**EXERCISE:** When a line of the entries below contains "text", it counts once; state how many such lines there are and nothing else.

**ENTRIES SHOWN:**
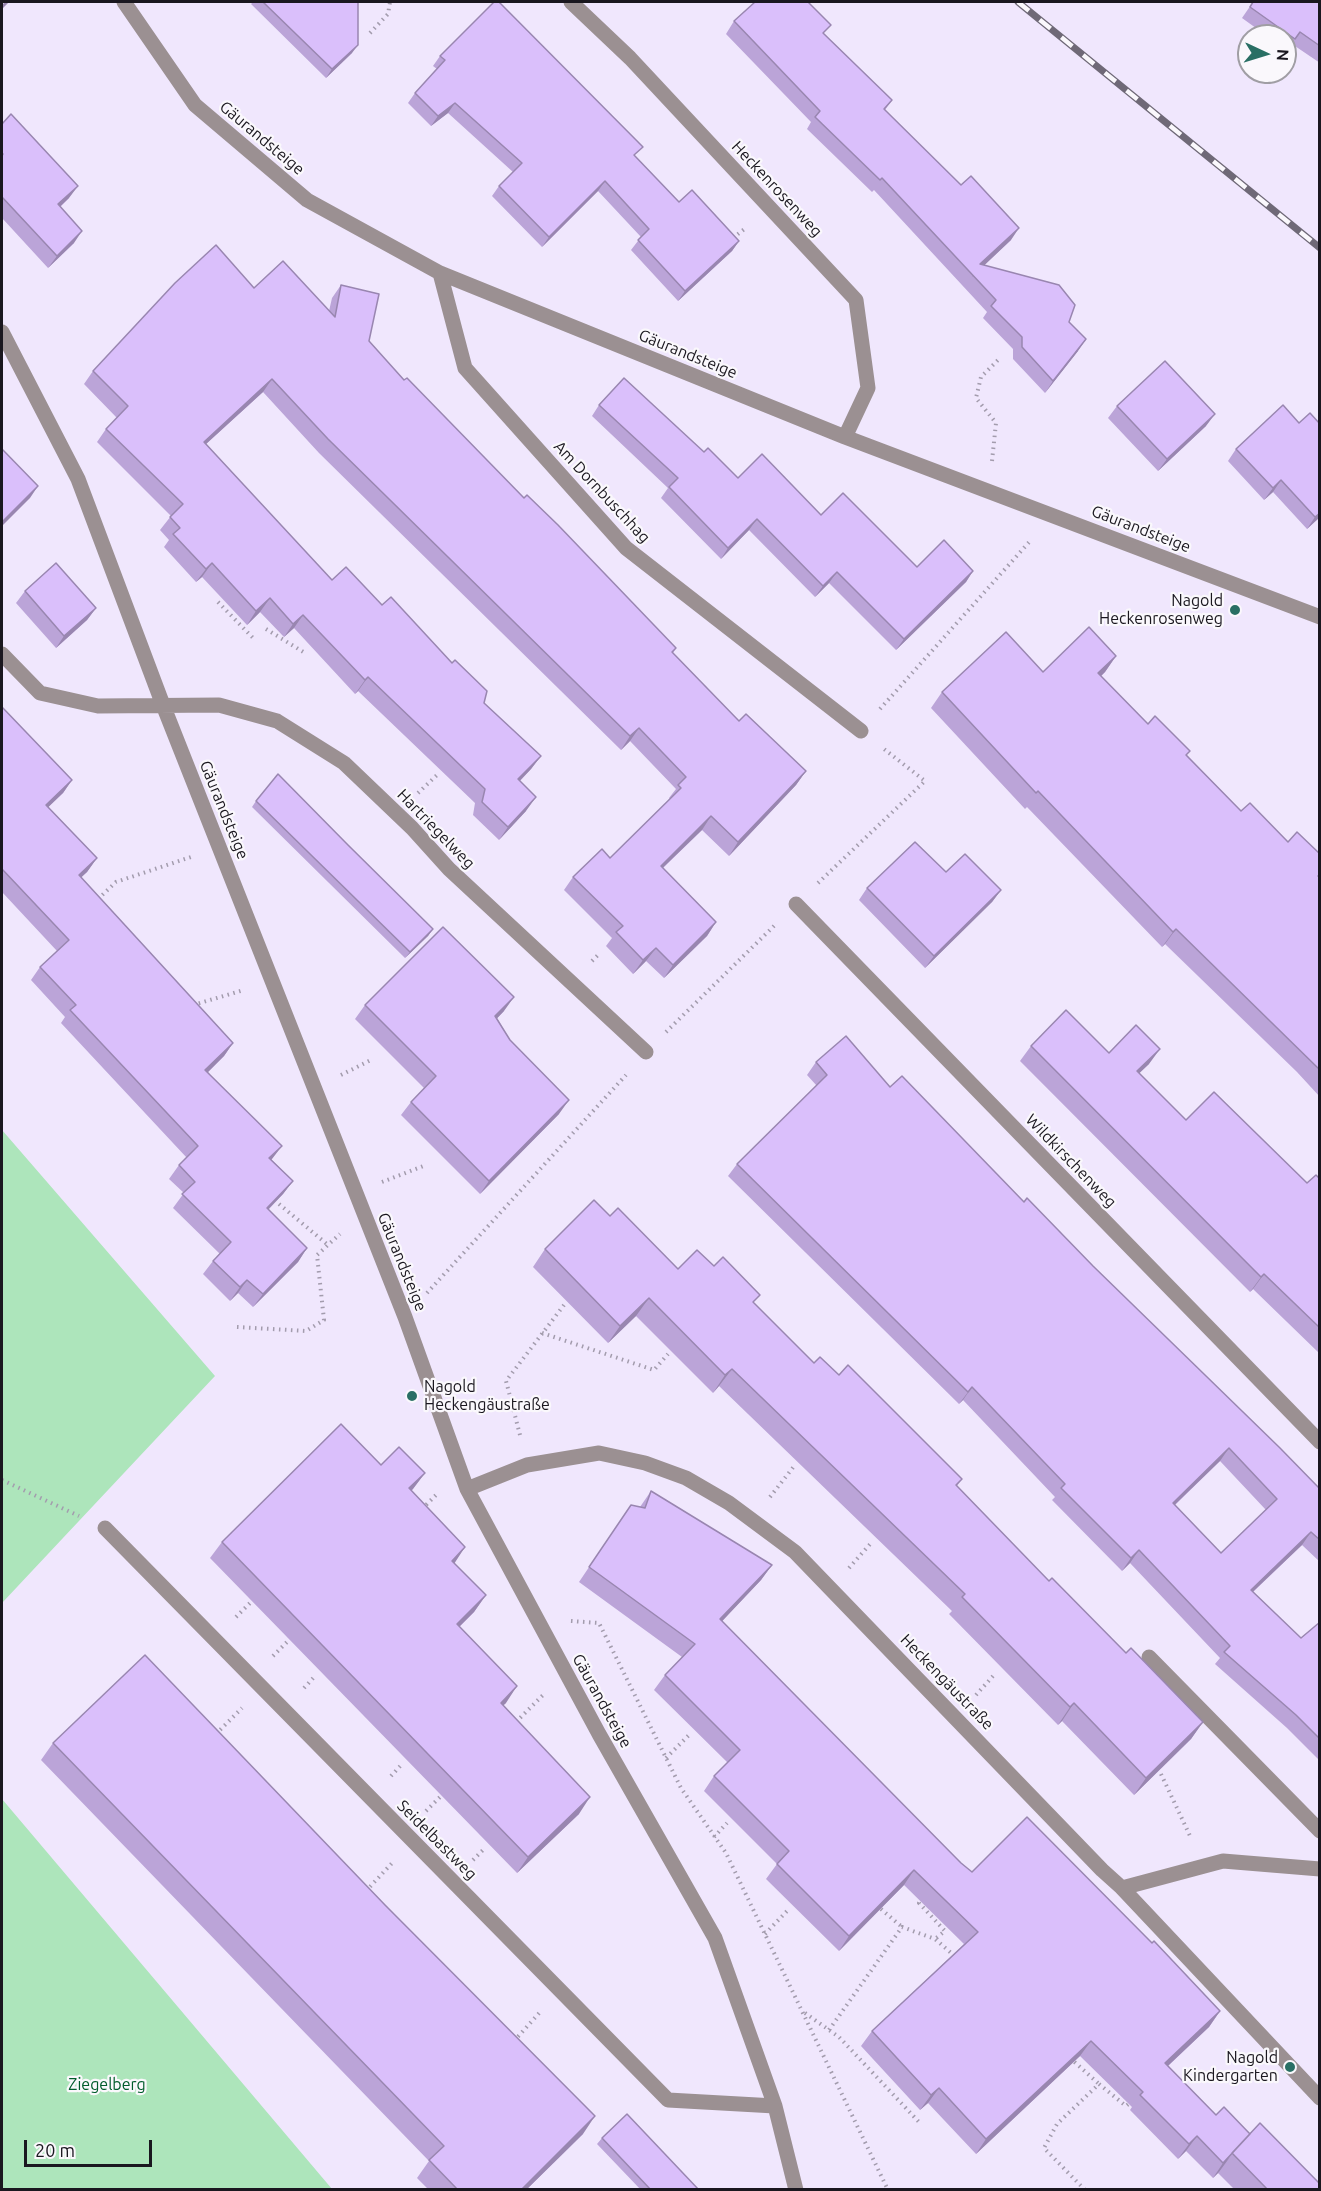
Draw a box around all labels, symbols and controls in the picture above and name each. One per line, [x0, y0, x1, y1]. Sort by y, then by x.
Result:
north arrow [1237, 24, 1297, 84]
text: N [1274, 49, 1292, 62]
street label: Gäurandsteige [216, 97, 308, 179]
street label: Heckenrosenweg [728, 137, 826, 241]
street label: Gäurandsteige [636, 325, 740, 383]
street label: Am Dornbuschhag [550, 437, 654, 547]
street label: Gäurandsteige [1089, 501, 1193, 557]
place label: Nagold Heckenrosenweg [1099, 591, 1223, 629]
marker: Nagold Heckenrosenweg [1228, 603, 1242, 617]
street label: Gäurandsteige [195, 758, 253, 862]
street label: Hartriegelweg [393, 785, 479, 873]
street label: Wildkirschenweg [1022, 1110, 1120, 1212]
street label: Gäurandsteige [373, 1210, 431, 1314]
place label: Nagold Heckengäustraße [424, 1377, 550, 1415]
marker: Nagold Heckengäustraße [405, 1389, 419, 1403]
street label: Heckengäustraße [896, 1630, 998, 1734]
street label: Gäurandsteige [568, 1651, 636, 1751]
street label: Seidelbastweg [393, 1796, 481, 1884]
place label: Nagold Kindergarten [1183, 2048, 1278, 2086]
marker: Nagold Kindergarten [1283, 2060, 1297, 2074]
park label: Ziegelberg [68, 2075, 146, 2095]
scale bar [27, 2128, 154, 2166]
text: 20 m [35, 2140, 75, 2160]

**EXERCISE RESULT:** 2